04.05.2018 - 20:00 Uhr
PullenreuthOberpfalz

Quellensanierung in Pullenreuth: Informationsbesuch aus Tschechien: Tiefe Einblicke fürs Nachbarland

Neugier kennt im positiven Sinne keine Grenzen. Zum Ausdruck kam dies bei der Visite einer etwa zehnköpfigen Delegation aus Eger in der Steinwaldkommune. Zentrales Thema dabei war die zum Teil schon abgeschlossene und noch laufende Quellensanierung. Vorrangig für die tschechische Besucher war, sich umfassend über den Umfang von Maßnahmen von Quellensanierung zu informieren.

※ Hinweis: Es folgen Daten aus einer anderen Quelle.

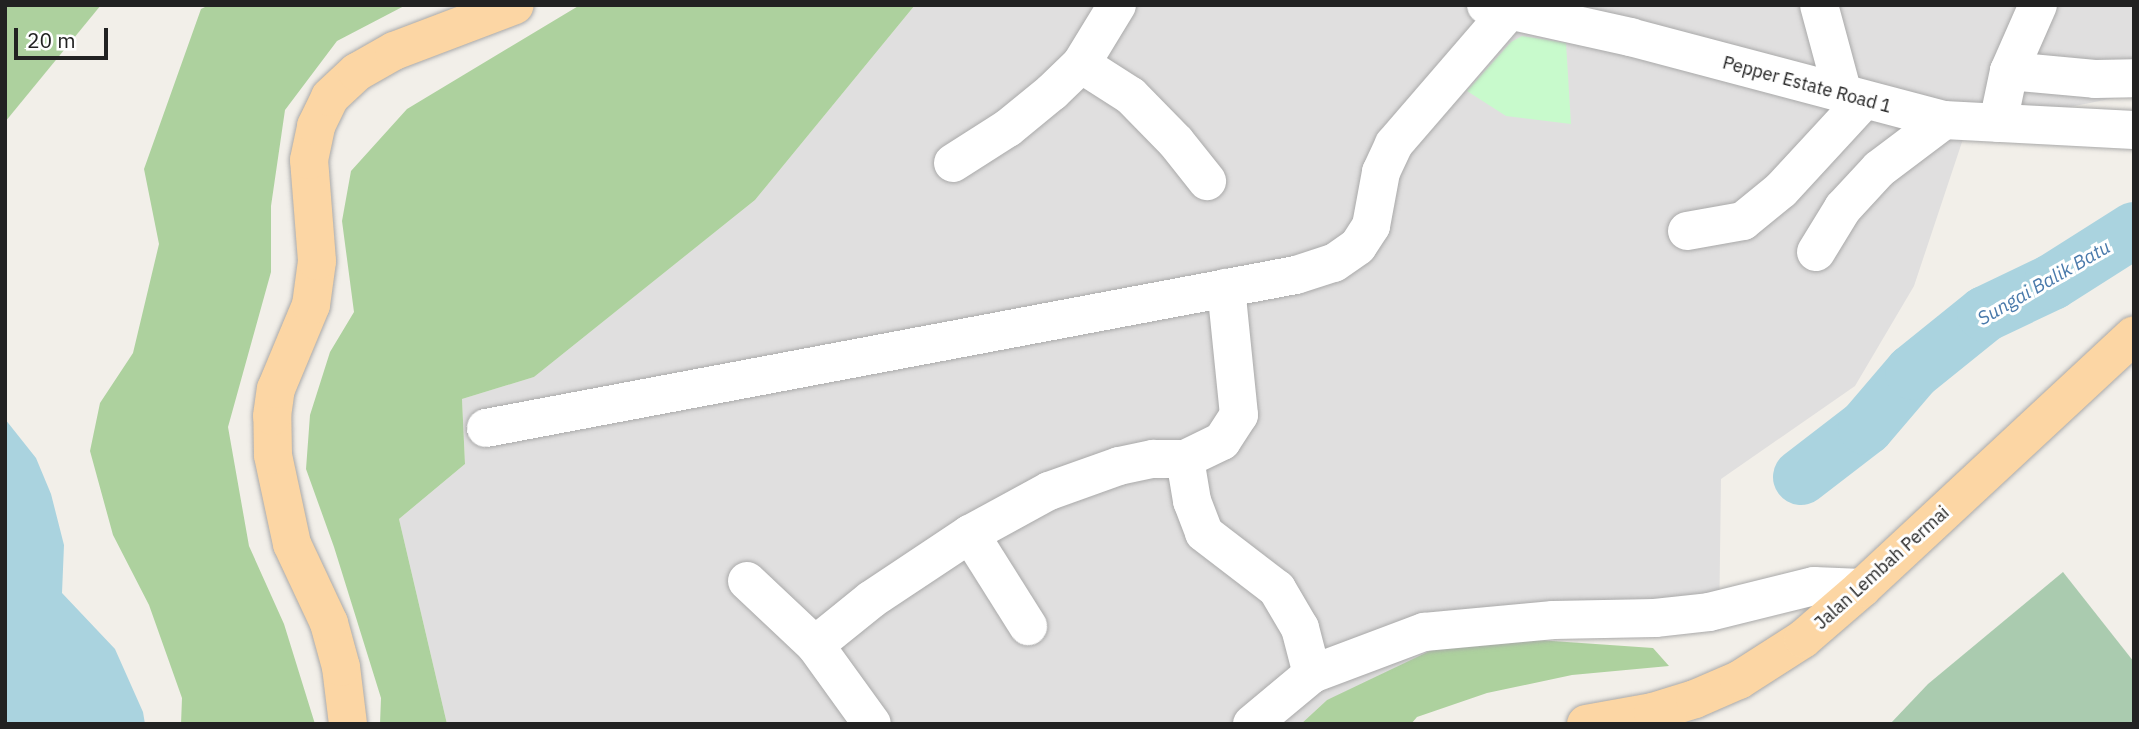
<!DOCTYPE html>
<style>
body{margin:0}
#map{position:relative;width:2139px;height:729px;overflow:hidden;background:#f2efe9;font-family:"IBM Plex Sans",sans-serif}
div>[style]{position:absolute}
.residential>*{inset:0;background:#e0dfdf}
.forest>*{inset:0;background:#add19e}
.cemetery>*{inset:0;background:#aacbaf}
.park>*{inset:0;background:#c8facc}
.water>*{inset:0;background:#aad3df}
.river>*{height:56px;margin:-28px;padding:0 28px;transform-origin:28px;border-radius:28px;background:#aad3df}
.roads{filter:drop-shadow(0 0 2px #a9a9a9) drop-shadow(0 0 2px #a9a9a9)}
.minor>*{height:38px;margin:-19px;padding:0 19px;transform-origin:19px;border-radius:19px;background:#fff}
.major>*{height:38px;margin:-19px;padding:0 19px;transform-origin:19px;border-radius:19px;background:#fcd6a4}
span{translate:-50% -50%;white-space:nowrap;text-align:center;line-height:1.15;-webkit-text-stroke:6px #fff;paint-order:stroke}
.street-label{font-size:18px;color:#222}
.water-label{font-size:19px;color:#4a7aab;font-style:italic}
.frame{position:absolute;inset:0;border:7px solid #222;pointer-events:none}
.scale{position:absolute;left:14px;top:28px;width:94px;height:32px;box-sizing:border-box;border:4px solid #222;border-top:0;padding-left:9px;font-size:21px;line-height:24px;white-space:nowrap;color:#222;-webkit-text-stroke:5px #fff;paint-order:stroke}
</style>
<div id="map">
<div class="residential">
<div style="clip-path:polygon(915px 5px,2134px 5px,2134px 94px,2060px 109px,1975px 103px,1914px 286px,1855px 386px,1721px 479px,1719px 631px,1524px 639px,1327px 700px,1301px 724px,447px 724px,399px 519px,465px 464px,462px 399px,534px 377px,755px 200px)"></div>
</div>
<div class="forest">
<div style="clip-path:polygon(5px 5px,101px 5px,5px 122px)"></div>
<div style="clip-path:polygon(209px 5px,406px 5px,337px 41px,285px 110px,271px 206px,271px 272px,228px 427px,249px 546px,284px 624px,315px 724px,181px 724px,182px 698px,149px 605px,113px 535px,90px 451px,100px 403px,133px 353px,159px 244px,144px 169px,201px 9px)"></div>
<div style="clip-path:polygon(580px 5px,915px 5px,755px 200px,534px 377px,462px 399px,465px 464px,399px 519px,447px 724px,380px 724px,381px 698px,334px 547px,306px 469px,310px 415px,330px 352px,354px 312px,342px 221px,351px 171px,407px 109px)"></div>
<div style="clip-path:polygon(1524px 639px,1653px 648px,1669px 666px,1572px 675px,1487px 693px,1417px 717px,1411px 724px,1301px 724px,1327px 700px,1436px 648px)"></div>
</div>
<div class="cemetery">
<div style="clip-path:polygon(2063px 572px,2134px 662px,2134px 724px,1890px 724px,1928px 684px)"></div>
</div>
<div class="park">
<div style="clip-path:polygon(1522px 36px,1566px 43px,1571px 124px,1506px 116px,1467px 91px,1511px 42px)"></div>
</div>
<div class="water">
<div style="clip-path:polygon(5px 419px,36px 458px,51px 494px,64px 545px,62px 593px,115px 649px,143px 712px,145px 724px,5px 724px)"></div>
</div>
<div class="river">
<div style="left:1801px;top:477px;width:82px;rotate:-37.6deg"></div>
<div style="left:1866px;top:427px;width:72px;rotate:-49.5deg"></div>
<div style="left:1913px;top:372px;width:92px;rotate:-38.9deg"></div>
<div style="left:1985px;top:314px;width:74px;rotate:-25.5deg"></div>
<div style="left:2052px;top:282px;width:97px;rotate:-32.4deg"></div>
</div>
<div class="roads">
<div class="minor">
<div style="left:1486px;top:5px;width:148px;rotate:12.5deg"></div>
<div style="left:1630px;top:37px;width:325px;rotate:14.8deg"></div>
<div style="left:1944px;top:120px;width:190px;rotate:3deg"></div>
<div style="left:1819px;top:5px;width:92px;rotate:74.9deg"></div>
<div style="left:1081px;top:64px;width:59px;rotate:32.6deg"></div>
<div style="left:1131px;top:96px;width:64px;rotate:45.6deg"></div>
<div style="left:1176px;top:142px;width:50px;rotate:51.5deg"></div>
<div style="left:2009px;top:71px;width:86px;rotate:5.3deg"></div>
<div style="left:2095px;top:79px;width:39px;rotate:-1deg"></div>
<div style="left:1998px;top:123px;width:53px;rotate:-78.1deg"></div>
<div style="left:2009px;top:71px;width:72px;rotate:-66.3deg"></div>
<div style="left:953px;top:163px;width:65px;rotate:-32.5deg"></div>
<div style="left:1008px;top:128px;width:57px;rotate:-39.3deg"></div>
<div style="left:1052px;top:92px;width:40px;rotate:-44deg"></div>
<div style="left:1081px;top:64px;width:69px;rotate:-58.6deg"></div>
<div style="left:1687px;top:231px;width:57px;rotate:-10.1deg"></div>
<div style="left:1743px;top:221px;width:49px;rotate:-39.2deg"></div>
<div style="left:1781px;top:190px;width:122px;rotate:-47.3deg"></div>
<div style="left:1816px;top:252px;width:52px;rotate:-58.5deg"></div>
<div style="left:1843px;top:208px;width:53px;rotate:-47.3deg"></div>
<div style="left:1879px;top:169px;width:81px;rotate:-37deg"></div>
<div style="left:486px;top:428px;width:824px;rotate:-10.7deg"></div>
<div style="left:1296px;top:275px;width:40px;rotate:-18deg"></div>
<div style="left:1334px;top:263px;width:29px;rotate:-35deg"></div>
<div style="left:1358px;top:246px;width:24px;rotate:-57deg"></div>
<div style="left:1371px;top:226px;width:55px;rotate:-79.5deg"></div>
<div style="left:1381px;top:172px;width:31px;rotate:-65deg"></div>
<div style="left:1394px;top:144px;width:176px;rotate:-49.2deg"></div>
<div style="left:1185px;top:459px;width:43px;rotate:80.5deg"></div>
<div style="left:1192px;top:501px;width:34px;rotate:69deg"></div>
<div style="left:1204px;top:533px;width:92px;rotate:37.5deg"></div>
<div style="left:1277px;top:589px;width:45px;rotate:59.5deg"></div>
<div style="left:1300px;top:628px;width:48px;rotate:75.4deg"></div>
<div style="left:970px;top:534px;width:109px;rotate:57.8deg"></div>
<div style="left:747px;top:581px;width:93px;rotate:43.3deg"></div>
<div style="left:815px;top:645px;width:97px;rotate:54.2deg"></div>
<div style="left:815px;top:645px;width:73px;rotate:-38.9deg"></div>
<div style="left:872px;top:599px;width:118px;rotate:-33.6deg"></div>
<div style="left:970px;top:534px;width:90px;rotate:-28.6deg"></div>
<div style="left:1049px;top:491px;width:74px;rotate:-19.7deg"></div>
<div style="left:1119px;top:466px;width:35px;rotate:-12deg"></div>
<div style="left:1153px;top:459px;width:32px"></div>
<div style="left:1185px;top:459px;width:41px;rotate:-25.9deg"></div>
<div style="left:1222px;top:441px;width:31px;rotate:-57deg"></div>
<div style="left:1239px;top:415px;width:128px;rotate:-95.8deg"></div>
<div style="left:1252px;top:724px;width:78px;rotate:-39.8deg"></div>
<div style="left:1312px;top:674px;width:120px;rotate:-20.6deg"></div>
<div style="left:1424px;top:632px;width:130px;rotate:-5.3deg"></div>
<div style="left:1553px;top:620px;width:102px;rotate:-1.1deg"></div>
<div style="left:1655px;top:618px;width:54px;rotate:-6.3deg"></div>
<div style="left:1709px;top:612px;width:108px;rotate:-13.9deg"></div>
<div style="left:1814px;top:586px;width:48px;rotate:2.4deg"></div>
</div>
<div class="major">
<div style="left:348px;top:724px;width:57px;rotate:-97deg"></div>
<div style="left:341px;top:667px;width:46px;rotate:-105.3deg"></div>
<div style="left:329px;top:623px;width:87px;rotate:-115.1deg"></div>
<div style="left:292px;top:544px;width:91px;rotate:-102.1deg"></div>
<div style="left:273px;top:455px;width:39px;rotate:-91deg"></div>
<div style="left:272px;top:416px;width:27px;rotate:-82deg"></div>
<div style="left:276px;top:389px;width:91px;rotate:-67.4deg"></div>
<div style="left:311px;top:305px;width:44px;rotate:-82.2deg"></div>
<div style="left:317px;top:261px;width:101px;rotate:-94.5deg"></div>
<div style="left:309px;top:160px;width:35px;rotate:-78deg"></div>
<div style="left:316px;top:126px;width:32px;rotate:-64deg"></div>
<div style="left:330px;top:97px;width:37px;rotate:-43deg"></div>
<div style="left:357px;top:72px;width:43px;rotate:-29.6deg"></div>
<div style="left:394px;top:51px;width:129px;rotate:-20.8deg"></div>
<div style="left:1586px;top:724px;width:68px;rotate:-10.2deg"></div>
<div style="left:1653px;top:712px;width:44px;rotate:-17.2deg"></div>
<div style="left:1695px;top:699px;width:48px;rotate:-23.4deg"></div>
<div style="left:1739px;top:680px;width:76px;rotate:-32.6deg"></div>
<div style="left:1803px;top:639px;width:78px;rotate:-40.8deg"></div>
<div style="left:1862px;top:588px;width:371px;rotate:-42.9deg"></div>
</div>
</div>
<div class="street-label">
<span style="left:1807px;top:85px;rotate:15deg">Pepper Estate Road 1</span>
<span style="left:1882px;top:568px;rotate:-42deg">Jalan Lembah Permai</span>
</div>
<div class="water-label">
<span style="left:2044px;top:283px;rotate:-30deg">Sungai Balik Batu</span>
</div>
<div class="frame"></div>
<div class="scale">20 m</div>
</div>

Eine Delegation aus Eger informiert sich über den Umfang von Quellensanierungen. Bild: br
von Hubert BrendelProfil

An der Spitze der Delegation aus Eger stand Diplom-Ingenieur Steffen Zagermann als Vorstandsvorsitzender des kommunalen Wasserver- und Abwasserentsorgers Chevak. Dessen Versorgungsgebiet erstreckt sich bis nach Asch und Marienbad. Nach seinen Worten beabsichtigt das Unternehmen auch Quellensanierungsmaßnahmen vorzunehmen. Aus den Geschichtsbüchern ist zu entnehmen, dass die Stadt Eger auf königlichen Beschluss anno 1911 Wasser aus Quellen bei Waldsassen gewonnen hat.

So lag es nahe, sich in der Steinwaldkommune über Quellensanierung zu informieren, wenngleich Max Wiederer, Sachgebietsleiter Wasserversorgung beim Wasserwirtschaftsamt Weiden sowie seine Kollegin, Geologin Beke Rosleff-Sörensen den Besuch "eingefädelt" hatten. Bürgermeister Hubert Kraus freut sich über das Interesse "eines großen Wasserversorgers" aus dem Nachbarland. Es blieb jedoch nicht nur bei Gesprächen, denn es wurde auch ein "tiefer Blick" gewährt.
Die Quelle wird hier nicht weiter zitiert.